An example of index.Rmd

---
title: "A Minimal bookdown Project"
site: bookdown::bookdown_site
documentclass: book
bibliography: [book.bib, packages.bib]
csl: chicago-fullnote-bibliography.csl
github-repo: my1396/R-Notes
favicon: "images/r-project-favicon.ico"
# typesetting for LaTeX output
papersize: a4 # The printed size of the thesis
geometry:
  - top=25.4mm
  - bottom=25.4mm
  - left=25.4mm
  - right=38.1mm
  # - bindingoffset=6.4mm  # removes a specified space from the inner-side for twoside.
  # - asymmetric  # disable alternating margins on odd/even pages
classoption: 
  - twoside
  - openright
---

# Preface

Some content
  • site: bookdown::bookdown_site tells rmarkdown to use bookdown to build all Rmd files, instead of rendering a single Rmd file.

.Rmd files

  • Chapters (also sections) are based on separate Rmd files.
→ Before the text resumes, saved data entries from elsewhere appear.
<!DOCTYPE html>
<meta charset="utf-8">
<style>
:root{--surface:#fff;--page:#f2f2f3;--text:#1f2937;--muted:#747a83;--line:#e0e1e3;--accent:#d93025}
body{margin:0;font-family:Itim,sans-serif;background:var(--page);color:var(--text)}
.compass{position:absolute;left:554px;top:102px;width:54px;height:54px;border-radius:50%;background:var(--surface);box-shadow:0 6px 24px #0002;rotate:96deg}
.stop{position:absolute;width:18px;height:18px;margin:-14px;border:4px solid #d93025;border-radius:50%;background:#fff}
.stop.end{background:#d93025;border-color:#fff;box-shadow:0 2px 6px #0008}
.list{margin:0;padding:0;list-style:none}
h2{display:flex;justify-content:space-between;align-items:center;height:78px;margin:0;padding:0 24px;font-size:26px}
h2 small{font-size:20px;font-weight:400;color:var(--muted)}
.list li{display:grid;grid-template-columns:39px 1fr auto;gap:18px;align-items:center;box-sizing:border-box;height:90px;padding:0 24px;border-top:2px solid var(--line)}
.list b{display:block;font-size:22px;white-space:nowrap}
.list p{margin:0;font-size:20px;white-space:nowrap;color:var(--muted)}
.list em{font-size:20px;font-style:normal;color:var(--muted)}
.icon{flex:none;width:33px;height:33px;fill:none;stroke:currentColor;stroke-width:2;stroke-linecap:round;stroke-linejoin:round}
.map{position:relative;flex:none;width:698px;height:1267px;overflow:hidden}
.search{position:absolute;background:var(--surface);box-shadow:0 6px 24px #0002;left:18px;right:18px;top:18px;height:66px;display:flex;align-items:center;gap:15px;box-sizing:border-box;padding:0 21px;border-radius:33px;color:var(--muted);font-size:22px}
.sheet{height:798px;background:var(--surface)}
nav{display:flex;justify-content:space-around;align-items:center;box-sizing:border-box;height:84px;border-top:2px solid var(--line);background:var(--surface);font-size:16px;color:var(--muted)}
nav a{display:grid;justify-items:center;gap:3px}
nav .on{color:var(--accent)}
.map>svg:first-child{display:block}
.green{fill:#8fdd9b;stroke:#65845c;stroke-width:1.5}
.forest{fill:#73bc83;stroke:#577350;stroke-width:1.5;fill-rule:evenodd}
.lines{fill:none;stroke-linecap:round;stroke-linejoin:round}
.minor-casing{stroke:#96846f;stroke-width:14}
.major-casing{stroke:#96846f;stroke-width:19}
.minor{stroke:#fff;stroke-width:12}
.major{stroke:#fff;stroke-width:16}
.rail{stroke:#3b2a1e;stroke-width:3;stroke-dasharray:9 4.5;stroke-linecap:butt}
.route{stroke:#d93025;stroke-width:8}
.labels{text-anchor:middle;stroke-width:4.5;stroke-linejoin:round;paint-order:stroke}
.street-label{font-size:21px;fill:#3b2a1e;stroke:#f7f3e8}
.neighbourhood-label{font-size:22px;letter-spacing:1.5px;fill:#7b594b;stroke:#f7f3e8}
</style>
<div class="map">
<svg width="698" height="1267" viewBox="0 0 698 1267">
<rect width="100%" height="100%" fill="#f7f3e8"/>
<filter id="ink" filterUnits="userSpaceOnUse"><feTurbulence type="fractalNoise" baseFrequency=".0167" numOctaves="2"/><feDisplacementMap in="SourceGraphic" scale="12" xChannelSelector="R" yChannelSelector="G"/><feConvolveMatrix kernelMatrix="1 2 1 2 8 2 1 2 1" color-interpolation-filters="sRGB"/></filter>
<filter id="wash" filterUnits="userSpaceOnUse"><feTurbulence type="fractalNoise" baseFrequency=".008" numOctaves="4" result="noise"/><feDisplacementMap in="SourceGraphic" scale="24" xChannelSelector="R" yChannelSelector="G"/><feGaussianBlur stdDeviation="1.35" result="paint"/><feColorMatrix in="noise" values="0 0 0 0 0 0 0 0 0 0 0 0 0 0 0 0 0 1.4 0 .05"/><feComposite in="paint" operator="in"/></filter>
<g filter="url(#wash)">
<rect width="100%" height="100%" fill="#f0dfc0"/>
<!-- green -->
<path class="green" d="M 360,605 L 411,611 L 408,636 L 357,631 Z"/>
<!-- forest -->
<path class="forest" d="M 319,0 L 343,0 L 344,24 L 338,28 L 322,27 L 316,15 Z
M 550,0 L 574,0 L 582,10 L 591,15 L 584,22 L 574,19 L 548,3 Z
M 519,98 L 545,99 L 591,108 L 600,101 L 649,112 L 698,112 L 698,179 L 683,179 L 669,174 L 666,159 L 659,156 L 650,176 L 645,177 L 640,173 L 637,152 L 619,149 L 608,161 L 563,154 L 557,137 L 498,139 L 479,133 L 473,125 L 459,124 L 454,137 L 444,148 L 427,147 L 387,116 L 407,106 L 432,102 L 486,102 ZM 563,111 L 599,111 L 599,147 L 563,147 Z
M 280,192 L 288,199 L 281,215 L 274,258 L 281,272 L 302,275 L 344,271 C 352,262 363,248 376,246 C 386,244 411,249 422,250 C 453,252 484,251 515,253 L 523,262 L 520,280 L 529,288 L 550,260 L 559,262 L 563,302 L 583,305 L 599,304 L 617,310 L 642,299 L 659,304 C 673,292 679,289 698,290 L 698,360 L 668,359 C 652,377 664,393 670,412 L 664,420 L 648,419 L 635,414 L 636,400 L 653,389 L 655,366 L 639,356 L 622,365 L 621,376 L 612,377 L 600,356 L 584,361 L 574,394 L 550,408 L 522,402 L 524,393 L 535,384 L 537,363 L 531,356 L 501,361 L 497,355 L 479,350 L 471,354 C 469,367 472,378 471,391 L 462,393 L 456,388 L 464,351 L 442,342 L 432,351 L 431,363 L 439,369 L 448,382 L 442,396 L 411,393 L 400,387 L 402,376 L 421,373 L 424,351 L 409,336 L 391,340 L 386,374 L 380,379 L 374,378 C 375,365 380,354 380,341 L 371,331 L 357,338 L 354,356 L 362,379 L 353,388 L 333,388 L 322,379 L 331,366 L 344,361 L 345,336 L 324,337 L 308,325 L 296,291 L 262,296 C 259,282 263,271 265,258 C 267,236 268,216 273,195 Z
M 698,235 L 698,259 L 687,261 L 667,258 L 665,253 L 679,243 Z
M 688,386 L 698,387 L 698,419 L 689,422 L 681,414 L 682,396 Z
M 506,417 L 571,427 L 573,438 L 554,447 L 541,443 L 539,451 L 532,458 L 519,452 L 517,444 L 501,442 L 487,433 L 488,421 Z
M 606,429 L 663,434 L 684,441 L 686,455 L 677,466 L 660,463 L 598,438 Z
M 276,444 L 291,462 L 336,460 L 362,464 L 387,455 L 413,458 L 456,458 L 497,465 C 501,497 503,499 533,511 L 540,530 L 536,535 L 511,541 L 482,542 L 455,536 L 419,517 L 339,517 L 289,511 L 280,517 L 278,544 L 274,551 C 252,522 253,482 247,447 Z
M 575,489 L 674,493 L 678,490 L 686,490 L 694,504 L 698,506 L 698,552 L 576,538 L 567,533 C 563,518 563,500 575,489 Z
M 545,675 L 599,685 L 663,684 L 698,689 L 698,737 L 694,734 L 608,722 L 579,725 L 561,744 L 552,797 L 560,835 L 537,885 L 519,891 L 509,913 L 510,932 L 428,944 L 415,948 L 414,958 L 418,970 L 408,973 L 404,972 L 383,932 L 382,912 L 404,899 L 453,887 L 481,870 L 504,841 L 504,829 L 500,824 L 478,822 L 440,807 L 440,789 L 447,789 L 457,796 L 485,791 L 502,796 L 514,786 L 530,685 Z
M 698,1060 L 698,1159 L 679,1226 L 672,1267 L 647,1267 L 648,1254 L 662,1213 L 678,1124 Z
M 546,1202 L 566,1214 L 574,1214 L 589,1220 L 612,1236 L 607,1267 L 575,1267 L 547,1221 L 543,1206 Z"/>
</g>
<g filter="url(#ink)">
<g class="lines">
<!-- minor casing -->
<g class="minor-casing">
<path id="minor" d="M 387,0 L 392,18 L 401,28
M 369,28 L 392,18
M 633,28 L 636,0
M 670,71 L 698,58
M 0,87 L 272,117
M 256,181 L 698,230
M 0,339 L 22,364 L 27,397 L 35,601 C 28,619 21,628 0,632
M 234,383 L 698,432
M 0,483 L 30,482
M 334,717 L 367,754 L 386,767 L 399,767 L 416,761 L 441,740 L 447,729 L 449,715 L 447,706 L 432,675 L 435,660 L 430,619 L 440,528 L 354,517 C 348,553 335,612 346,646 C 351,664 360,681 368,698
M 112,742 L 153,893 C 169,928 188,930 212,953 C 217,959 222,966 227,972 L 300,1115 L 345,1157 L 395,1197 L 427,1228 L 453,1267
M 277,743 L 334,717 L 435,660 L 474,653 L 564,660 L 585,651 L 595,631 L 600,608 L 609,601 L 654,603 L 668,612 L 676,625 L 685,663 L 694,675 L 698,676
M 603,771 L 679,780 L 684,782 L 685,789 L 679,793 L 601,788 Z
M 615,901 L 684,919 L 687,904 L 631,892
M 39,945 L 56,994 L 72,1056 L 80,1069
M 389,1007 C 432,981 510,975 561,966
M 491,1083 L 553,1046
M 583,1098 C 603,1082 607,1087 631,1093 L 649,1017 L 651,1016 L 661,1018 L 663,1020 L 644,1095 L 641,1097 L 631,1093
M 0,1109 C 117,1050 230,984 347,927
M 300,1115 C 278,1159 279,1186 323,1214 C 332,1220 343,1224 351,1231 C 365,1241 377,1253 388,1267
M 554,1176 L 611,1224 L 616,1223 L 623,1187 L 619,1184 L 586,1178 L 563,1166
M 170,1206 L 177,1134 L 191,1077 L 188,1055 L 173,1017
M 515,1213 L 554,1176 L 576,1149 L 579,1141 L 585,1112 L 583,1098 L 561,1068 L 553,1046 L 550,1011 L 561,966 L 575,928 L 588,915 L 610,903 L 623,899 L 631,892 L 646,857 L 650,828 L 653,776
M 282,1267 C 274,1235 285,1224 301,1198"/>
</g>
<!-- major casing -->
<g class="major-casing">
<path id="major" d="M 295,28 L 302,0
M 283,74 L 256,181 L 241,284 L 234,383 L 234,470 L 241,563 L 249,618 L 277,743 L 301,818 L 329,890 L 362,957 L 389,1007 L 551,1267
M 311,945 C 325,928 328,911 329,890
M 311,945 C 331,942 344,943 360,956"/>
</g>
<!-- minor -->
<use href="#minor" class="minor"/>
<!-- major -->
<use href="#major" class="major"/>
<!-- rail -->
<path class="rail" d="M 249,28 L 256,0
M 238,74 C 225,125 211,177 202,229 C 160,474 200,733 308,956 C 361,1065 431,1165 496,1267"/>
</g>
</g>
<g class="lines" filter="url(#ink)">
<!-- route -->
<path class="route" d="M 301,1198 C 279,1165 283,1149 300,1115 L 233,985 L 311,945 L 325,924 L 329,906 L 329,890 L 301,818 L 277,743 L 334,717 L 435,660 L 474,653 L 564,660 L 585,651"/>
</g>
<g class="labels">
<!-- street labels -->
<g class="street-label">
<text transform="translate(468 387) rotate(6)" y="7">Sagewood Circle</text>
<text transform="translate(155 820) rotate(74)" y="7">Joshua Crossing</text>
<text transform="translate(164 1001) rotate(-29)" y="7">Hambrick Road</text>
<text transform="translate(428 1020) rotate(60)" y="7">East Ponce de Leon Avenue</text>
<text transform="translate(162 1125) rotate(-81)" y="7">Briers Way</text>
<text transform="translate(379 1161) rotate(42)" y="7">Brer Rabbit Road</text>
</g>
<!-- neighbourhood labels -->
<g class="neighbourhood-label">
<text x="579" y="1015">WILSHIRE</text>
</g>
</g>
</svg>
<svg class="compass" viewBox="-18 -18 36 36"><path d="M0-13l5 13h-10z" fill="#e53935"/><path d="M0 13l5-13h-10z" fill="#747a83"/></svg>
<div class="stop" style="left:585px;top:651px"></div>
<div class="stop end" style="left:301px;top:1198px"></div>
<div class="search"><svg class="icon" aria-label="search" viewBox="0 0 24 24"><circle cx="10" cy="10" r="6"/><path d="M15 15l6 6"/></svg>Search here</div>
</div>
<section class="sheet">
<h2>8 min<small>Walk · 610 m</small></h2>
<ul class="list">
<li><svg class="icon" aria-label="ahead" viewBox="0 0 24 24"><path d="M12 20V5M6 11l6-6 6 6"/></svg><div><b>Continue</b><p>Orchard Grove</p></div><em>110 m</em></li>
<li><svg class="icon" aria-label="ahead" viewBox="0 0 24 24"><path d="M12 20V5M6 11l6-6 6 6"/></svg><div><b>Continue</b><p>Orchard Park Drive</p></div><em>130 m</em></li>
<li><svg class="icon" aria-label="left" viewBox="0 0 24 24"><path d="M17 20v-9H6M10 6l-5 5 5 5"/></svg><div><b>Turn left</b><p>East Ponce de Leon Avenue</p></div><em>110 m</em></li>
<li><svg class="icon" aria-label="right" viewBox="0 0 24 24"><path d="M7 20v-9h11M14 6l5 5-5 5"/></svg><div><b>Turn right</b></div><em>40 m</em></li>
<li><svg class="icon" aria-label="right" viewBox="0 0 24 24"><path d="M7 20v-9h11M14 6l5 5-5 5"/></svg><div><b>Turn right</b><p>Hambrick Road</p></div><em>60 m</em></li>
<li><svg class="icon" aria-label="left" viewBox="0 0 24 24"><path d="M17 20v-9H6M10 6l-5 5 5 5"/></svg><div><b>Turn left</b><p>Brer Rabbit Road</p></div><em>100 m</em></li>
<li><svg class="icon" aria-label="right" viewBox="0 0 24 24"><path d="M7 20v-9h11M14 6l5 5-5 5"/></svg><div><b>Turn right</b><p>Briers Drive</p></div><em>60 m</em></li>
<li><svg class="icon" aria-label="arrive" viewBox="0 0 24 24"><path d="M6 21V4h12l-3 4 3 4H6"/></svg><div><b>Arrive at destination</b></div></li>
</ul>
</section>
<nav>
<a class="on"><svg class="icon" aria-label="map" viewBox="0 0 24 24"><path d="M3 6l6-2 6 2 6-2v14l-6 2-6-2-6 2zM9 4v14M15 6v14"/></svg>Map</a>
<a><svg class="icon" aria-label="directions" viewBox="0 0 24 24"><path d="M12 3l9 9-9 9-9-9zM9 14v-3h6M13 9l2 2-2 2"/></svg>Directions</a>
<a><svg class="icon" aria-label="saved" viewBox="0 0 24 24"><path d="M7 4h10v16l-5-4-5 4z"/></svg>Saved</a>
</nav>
  • Besides index.Rmd, other R Markdown files will make up the chapters of your book. By default, bookdown merges all Rmd files by the order of filenames, e.g., 01-intro.Rmd will appear before 02-literature.Rmd.

  • The Rmd files must start immediately with the chapter title using the first-level heading, e.g., # Chapter Title. Note that YAML metadata should NOT be included in these Rmd files, as it is inherited from the index.Rmd file.

01-intro.Rmd

# Introduction

This chapter is an overview of the methods that
we propose to solve an **important problem**.